Los otros son a menudo testigos mudos pero infatigables de nuestras acciones. Su juicio –tan certero casi siempre- dibuja señales que nos resultan ajenas cuando nos las muestran, aunque cincelen los vívidos rasgos de nuestros rostros y de nosotros, sus autores. Me hice a la idea de que me acostumbraran a ver como una persona seria y discreta, testimonio que a menudo redundó en beneficio propio, por aquello de que la discreción se valora al alza en tiempos de exposición como estos. Confieso que obtengo no pocas ventajas de aquel que no me sé, del fantasma que ignoro, de quien otros dicen que soy. Pero me sorprende ser eso, aunque lo use a mí favor.
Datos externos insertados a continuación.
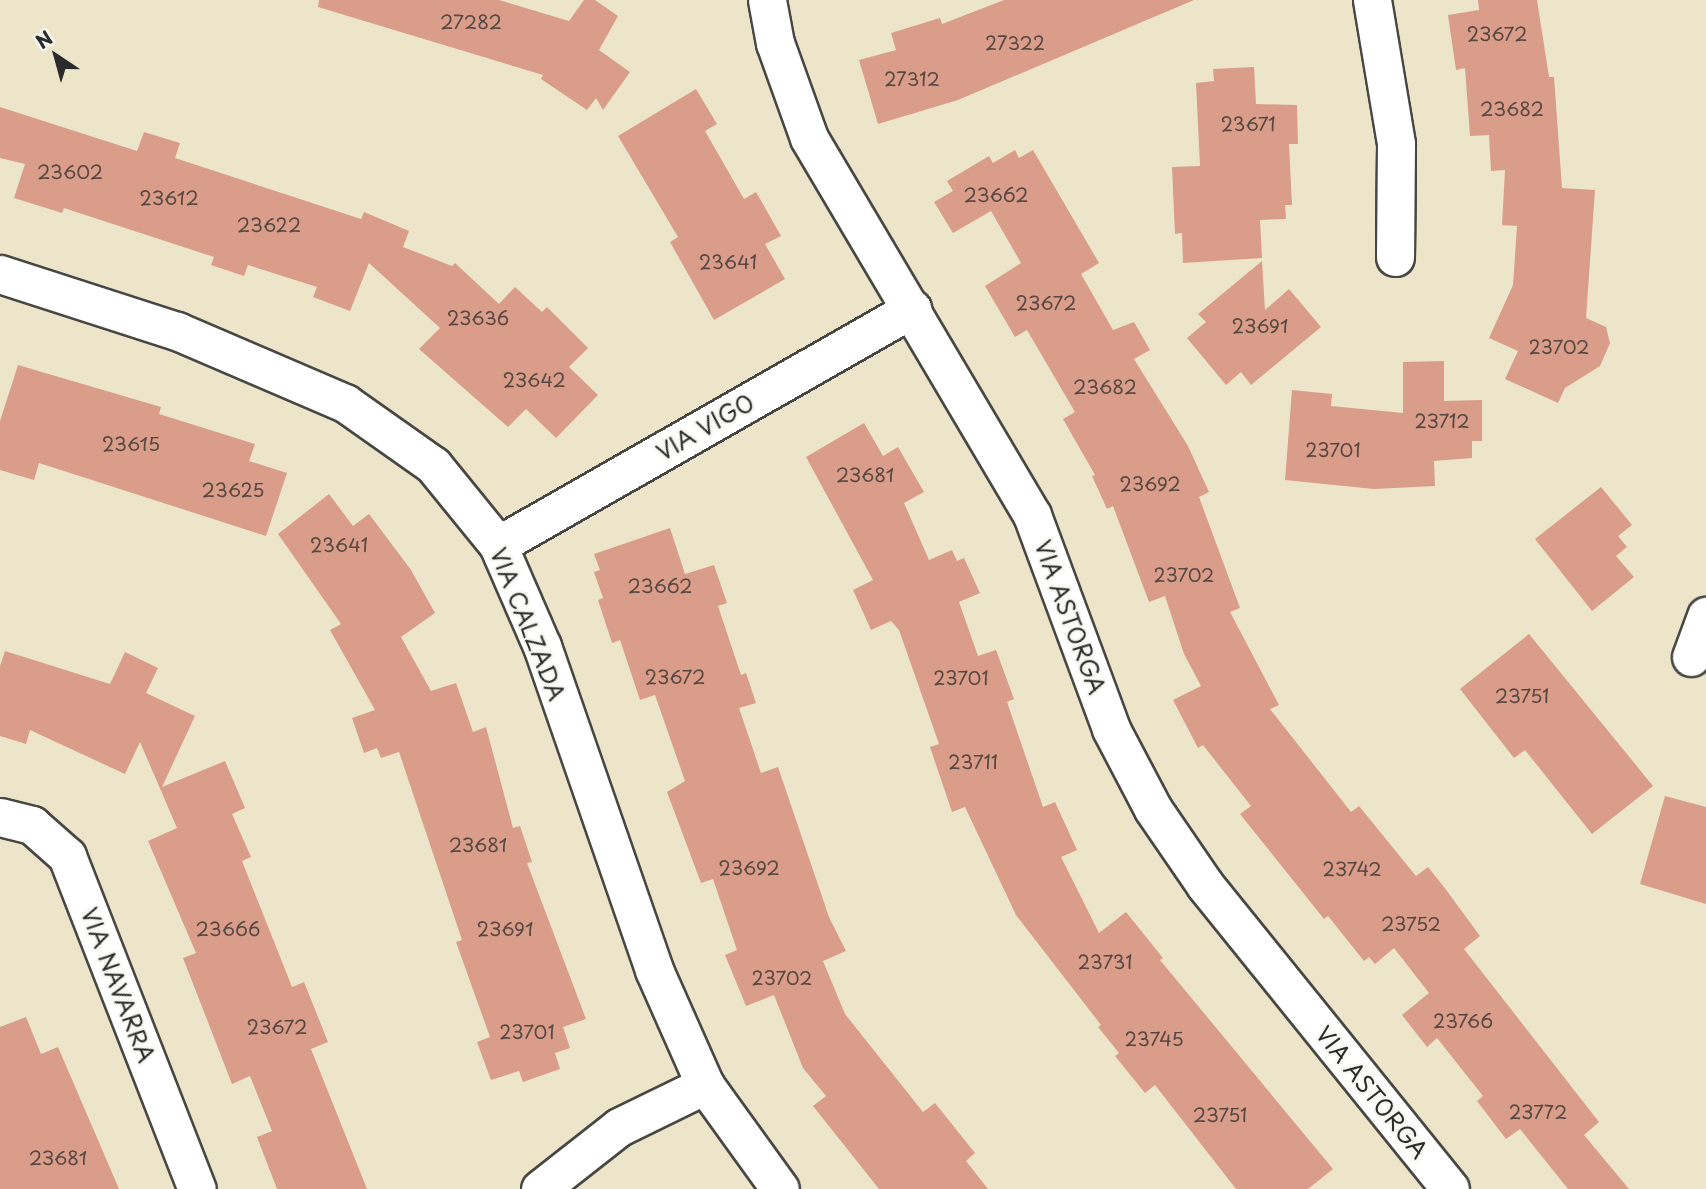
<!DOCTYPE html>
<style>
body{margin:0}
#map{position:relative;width:1706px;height:1189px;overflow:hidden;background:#ece5ca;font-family:"Playpen Sans",sans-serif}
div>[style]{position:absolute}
.building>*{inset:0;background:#da9d8a}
.roads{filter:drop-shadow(2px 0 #484743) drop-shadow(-2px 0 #484743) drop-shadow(0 2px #484743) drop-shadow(0 -2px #484743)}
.minor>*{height:37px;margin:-18.5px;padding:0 18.5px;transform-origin:18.5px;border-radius:18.5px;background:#fff}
span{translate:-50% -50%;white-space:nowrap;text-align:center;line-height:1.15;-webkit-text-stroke:5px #f6f6f2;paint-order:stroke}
.number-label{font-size:19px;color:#574843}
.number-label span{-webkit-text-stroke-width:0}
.street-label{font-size:23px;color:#2b2b2b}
.north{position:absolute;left:21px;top:21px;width:70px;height:70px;-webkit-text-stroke:5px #f6f6f2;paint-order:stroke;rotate:324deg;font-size:19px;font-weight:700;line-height:28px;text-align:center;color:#2b2b2b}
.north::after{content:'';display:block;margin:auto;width:24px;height:32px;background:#2b2b2b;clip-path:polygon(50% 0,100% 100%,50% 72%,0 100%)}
</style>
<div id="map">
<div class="building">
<div style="clip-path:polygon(319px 0,499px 0,569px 21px,584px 0,595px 0,618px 16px,599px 50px,630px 72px,603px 110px,596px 98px,587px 110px,541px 79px,543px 75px,318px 7px)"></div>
<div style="clip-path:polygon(1004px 0,1194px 0,958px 100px,878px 124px,859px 60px,896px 50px,891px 33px,940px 18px,942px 24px)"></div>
<div style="clip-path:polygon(1478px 0,1537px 0,1549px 77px,1554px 77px,1562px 188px,1595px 190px,1586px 318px,1606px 327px,1610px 343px,1600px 366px,1565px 388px,1558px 403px,1505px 379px,1518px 351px,1489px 338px,1513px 285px,1517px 226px,1502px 225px,1505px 170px,1491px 171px,1489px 135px,1470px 136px,1465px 68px,1456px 70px,1448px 15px,1479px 10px)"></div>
<div style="clip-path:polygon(1254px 67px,1256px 104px,1297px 105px,1298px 144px,1289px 144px,1292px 205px,1285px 205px,1286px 219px,1260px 220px,1262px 258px,1183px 263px,1182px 233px,1175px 234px,1172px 167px,1200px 166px,1196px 83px,1214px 81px,1213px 69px)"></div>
<div style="clip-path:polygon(696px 89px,717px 124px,705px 131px,744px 199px,756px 192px,781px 236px,765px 244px,785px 279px,714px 320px,670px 242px,678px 237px,618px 136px)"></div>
<div style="clip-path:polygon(0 107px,137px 151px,144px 132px,180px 143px,175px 158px,361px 219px,364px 212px,409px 231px,403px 247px,452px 266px,455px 263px,499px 304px,515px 287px,542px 312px,547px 307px,588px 348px,569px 367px,598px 395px,556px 438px,526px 409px,508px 427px,419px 349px,440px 328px,369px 263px,350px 311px,313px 297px,317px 287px,248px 265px,244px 276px,211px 265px,214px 257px,64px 208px,62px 213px,14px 198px,25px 164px,0 158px)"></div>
<div style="clip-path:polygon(1015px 150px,1019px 158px,1033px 150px,1099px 263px,1081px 274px,1113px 330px,1134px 322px,1150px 350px,1134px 359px,1188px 446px,1209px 492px,1199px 497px,1240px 608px,1230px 612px,1279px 705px,1270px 709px,1351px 812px,1359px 806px,1416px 876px,1428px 867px,1444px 887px,1480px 936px,1464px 949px,1599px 1122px,1584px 1135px,1629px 1189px,1568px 1189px,1520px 1129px,1506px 1139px,1477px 1101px,1483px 1096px,1437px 1038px,1427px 1047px,1402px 1015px,1429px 993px,1394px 948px,1375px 964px,1369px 957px,1364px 961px,1328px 916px,1324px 919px,1240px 814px,1251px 806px,1203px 745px,1198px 748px,1173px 700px,1201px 686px,1184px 654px,1165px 596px,1149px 602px,1113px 506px,1107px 509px,1092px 476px,1095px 475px,1063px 419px,1075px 412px,1027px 330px,1015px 337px,985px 286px,1021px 263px,991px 211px,953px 233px,934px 202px,953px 191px,947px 181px,989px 156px,993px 163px)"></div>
<div style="clip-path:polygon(1262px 261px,1265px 310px,1289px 289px,1321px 327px,1251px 385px,1241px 372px,1226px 385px,1187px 338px,1206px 322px,1198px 314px)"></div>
<div style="clip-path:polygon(1444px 361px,1444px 401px,1482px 400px,1482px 441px,1472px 441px,1472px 458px,1434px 461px,1435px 486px,1374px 489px,1285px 480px,1292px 390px,1332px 394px,1331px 406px,1403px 413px,1403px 362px)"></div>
<div style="clip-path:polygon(18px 365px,161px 407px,159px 414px,255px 444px,249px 461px,287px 473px,266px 536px,39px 463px,34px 480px,0 470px,0 421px)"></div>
<div style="clip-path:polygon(864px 423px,883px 456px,898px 447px,924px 492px,904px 503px,929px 560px,952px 550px,957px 561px,964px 558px,980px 593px,959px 602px,978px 656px,996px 650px,1014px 699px,1007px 702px,1043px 807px,1055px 802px,1077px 850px,1061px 857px,1099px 933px,1126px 912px,1163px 958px,1160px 960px,1333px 1169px,1308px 1189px,1236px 1189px,1155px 1085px,1145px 1093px,1115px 1056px,1119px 1053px,1098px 1027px,1101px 1025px,1016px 915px,965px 807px,952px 812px,930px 747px,939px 744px,899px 630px,891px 621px,871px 630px,853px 590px,873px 580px,806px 457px)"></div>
<div style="clip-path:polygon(1601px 487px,1632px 525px,1618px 536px,1627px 547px,1616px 556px,1634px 577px,1592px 611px,1535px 539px)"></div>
<div style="clip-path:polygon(329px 494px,353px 526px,369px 514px,411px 570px,435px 613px,401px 637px,431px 691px,456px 683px,473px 732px,486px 727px,513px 828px,520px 826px,532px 862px,527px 863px,586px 1019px,563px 1027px,570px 1048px,555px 1053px,560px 1069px,523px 1082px,519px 1071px,491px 1080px,477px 1042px,490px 1037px,456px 942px,462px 940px,399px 752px,381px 758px,377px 748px,364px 753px,352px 718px,375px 710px,330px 630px,341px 624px,278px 534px)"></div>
<div style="clip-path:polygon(670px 528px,685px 574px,714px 565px,727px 603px,718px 606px,741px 675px,746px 673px,756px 703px,739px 708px,761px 773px,778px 767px,829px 917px,846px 951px,823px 961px,845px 1014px,923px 1112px,935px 1103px,975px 1153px,966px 1161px,988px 1189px,879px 1189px,813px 1106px,826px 1096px,803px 1068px,774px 995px,746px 1006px,725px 955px,737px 950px,713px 879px,701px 883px,667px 792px,685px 781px,655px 695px,640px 700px,620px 640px,612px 643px,598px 600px,603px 598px,594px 572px,600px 570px,594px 554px)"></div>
<div style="clip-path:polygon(1529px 634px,1653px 786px,1592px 834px,1525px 750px,1514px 758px,1460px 689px)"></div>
<div style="clip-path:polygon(5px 651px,110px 684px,125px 652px,158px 668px,146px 693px,195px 716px,162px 787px,225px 761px,245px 808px,232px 814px,251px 857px,242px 861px,292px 987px,304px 982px,328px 1042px,311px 1049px,367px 1189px,277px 1189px,257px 1137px,272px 1131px,250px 1076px,232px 1084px,183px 958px,196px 953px,148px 841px,177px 828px,140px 742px,125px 774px,30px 730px,26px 744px,0 736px,0 666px)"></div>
<div style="clip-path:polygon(1665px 796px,1706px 807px,1706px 904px,1640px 884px)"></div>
<div style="clip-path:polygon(26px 1017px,41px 1054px,58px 1047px,119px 1189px,0 1189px,0 1027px)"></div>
</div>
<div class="roads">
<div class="minor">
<div style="left:767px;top:0;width:44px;rotate:79.5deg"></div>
<div style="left:775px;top:43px;width:101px;rotate:70.3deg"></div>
<div style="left:809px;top:138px;width:438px;rotate:59.4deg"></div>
<div style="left:1032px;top:515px;width:228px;rotate:69.7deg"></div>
<div style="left:1111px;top:729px;width:90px;rotate:62.3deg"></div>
<div style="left:1153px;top:809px;width:92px;rotate:55.6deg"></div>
<div style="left:1205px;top:885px;width:390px;rotate:51.1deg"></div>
<div style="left:1372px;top:0;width:146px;rotate:80.5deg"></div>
<div style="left:1396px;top:144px;width:113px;rotate:90.5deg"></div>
<div style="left:0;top:274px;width:186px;rotate:17.9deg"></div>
<div style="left:177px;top:331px;width:183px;rotate:23.2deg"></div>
<div style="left:345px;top:403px;width:108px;rotate:35.2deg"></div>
<div style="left:433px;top:465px;width:103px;rotate:50.9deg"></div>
<div style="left:498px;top:545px;width:110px;rotate:66.5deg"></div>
<div style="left:542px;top:646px;width:343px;rotate:70.9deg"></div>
<div style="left:654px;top:970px;width:126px;rotate:66.1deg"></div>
<div style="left:705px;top:1085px;width:128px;rotate:54.2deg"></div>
<div style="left:498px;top:545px;width:477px;rotate:-29.7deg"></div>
<div style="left:1691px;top:657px;width:44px;rotate:-69.9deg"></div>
<div style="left:0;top:817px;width:33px;rotate:14deg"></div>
<div style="left:32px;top:825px;width:47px;rotate:41.5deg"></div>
<div style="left:67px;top:856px;width:357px;rotate:68.7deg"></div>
<div style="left:540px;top:1189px;width:100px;rotate:-38.1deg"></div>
<div style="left:619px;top:1127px;width:96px;rotate:-26deg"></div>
</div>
</div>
<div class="number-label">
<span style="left:471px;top:22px">27282</span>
<span style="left:1497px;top:34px">23672</span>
<span style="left:1015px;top:43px">27322</span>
<span style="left:912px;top:79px">27312</span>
<span style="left:1512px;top:109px">23682</span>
<span style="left:1248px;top:124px">23671</span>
<span style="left:70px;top:172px">23602</span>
<span style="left:996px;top:195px">23662</span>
<span style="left:169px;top:198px">23612</span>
<span style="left:269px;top:225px">23622</span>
<span style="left:728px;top:262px">23641</span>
<span style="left:1046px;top:303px">23672</span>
<span style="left:478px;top:318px">23636</span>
<span style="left:1260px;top:326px">23691</span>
<span style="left:1559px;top:347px">23702</span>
<span style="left:534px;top:380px">23642</span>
<span style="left:1105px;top:387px">23682</span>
<span style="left:1442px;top:421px">23712</span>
<span style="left:131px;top:444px">23615</span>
<span style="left:1333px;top:450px">23701</span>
<span style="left:865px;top:475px">23681</span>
<span style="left:1150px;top:484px">23692</span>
<span style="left:233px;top:490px">23625</span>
<span style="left:339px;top:545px">23641</span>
<span style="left:1184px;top:575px">23702</span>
<span style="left:660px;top:586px">23662</span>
<span style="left:675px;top:677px">23672</span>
<span style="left:961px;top:678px">23701</span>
<span style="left:1522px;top:696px">23751</span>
<span style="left:973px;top:762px">23711</span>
<span style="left:478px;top:845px">23681</span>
<span style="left:749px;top:868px">23692</span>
<span style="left:1352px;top:869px">23742</span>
<span style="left:1411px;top:924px">23752</span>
<span style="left:228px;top:929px">23666</span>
<span style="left:505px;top:929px">23691</span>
<span style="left:1105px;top:962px">23731</span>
<span style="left:782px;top:978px">23702</span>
<span style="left:1463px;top:1021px">23766</span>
<span style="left:277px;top:1027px">23672</span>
<span style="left:527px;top:1032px">23701</span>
<span style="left:1154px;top:1039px">23745</span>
<span style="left:1538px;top:1112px">23772</span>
<span style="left:1220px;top:1115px">23751</span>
<span style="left:58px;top:1158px">23681</span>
</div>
<div class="street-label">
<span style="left:705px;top:427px;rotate:-30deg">VIA VIGO</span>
<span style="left:1070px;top:617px;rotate:70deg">VIA ASTORGA</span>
<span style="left:528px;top:624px;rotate:68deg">VIA CALZADA</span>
<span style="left:118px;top:985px;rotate:69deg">VIA NAVARRA</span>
<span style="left:1372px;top:1092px;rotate:51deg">VIA ASTORGA</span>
</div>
<div class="north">N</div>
</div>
Ese otro que ellos ven soy también yo, incluso más propiamente yo, a veces, que yo mismo.

No salgo al mundo desde mi interior, sino que me descubro al salir al mundo. Por eso decía Sócrates: Habla, para que te pueda ver, como si lo que se muestra en realidad estuviera ocultando otros aspectos, como la luna que sólo nos ilumina con una de sus caras. Vemos a los otros como cuerpos opacos, y fantaseamos con la vida intensa o indiferente que se empeñaron en vivir. La palabra, en cambio, nos vela y nos revela. Muestra tanto como esconde. Engaña y dice verdad. Los niños aprenden a mentir a partir del momento en que aprenden a decirse, y descubren casi sin notarlo el poder engañoso de los vocablos. De mayores, advertidos de esa fuerza que vive en las palabras, solemos abandonarnos durante más tiempo a prolongados silencios, porque la bestia necesita descansar y busca un rincón en el que reposar su inquietud. Decir nos muestra, nos abre en canal a ojos extraños y, por ello, a veces debemos ocultarnos y hasta mentir. Una vía regia es ese decir que nos manifiesta. Una vía expedita.

Y la vida, al principio, en su albor, es más un decir que otra cosa. El joven ignora hasta qué punto ese decir le hará contraer deudas consigo mismo y le conducirá de forma inadvertida hacia un fracaso que sólo él llegará a conocer en toda su extensión, pues fue el dueño de sus palabras, el amo de sus promesas, que dilapidó no bien fueron pronunciadas en vano. Decimos, pues, para hacer lo que luego no haremos. O para convencernos de que deberíamos hacerlo sin que ello, por sí solo, nos empuje a la acción. La especie humana puede prometer, y en toda promesa duerme la larva de una traición, de un incumplimiento. La palabra, que fija el mundo, condena al viviente a percatarse del contraste entre lo que prometió y lo que logró después, entre la promesa y su materialización vital. La palabra es la espuela que se nos hinca en los ijares, nos empuja y o nos condena o nos salva. Pero el joven no lo sabe aún, y malbarata las palabras como si éstas no hubieran de convertirse en los barrotes que lo encarcelarán luego o en la llave maestra que lo liberará de su prisión. La palabra apenas vale nada y, sin embargo, lo es todo. Por eso el delirio y la locura germinan allá más que en el mutismo, porque el silencio siempre puede pasar inadvertido, como si fuera otra cosa, un deje de prudencia quizás, un ensimismamiento meditabundo; pero la palabra transparente duele o calma, sostiene o hunde, deja ver u oculta La palabra nos dice y nos desdice. Desdecirnos es el primitivo destino vital, del que pocos hombres llegan a salvarse con el paso continuado de los días.

Pero hay algo peor que la traición a este sueño que fuimos, y es quedarse en la penumbra de la promesa, existiendo siempre como mera potencia, como pálpito incumplido, en perpetua espera de realización. Mañana, mañana seré, dice aquel que se queda en los umbrales. Mañana comenzaré a cumplir aquello que me prometí a mí mismo que sería, mi batalla perdida o mi salvación, porque la promesa es en sí misma algo serio y tal seriedad exige entrega total, sacrificio absoluto; y así pasan los días y de la promesa sólo queda la exigencia de esa seriedad nunca vivida, nunca llevada de verdad a la práctica. De forma que quien más ahínco puso en denunciar la necesidad de vivir una vida auténtica es quien al final se halla más alejado de cumplirla, como si la vida hubiera urdido una pesada broma haciéndole creer que habría un día siguiente en el que fuera posible todavía dar cuenta de lo pendiente o que su adolescencia perpetua jamás habría de madurar. Cayó, como si dijéramos, por su propio peso. Ha pasado, así, de joven a viejo apenas en un pálpito, y toda la vida entera que dejó atrás ha sido una vida sin vivir, una vida en la promesa que nunca se realizó, incumplida. Una vida, eso sí, que apenas quedó esbozada, como le sucede al protagonista de la novelita de James, La bestia acecha, en espera interminable, en apunte de gesto inconcluso que, al dibujarse en el aire, quedó expuesto a la mirada y al ridículo.

Mañana, en la acción, siempre es tarde.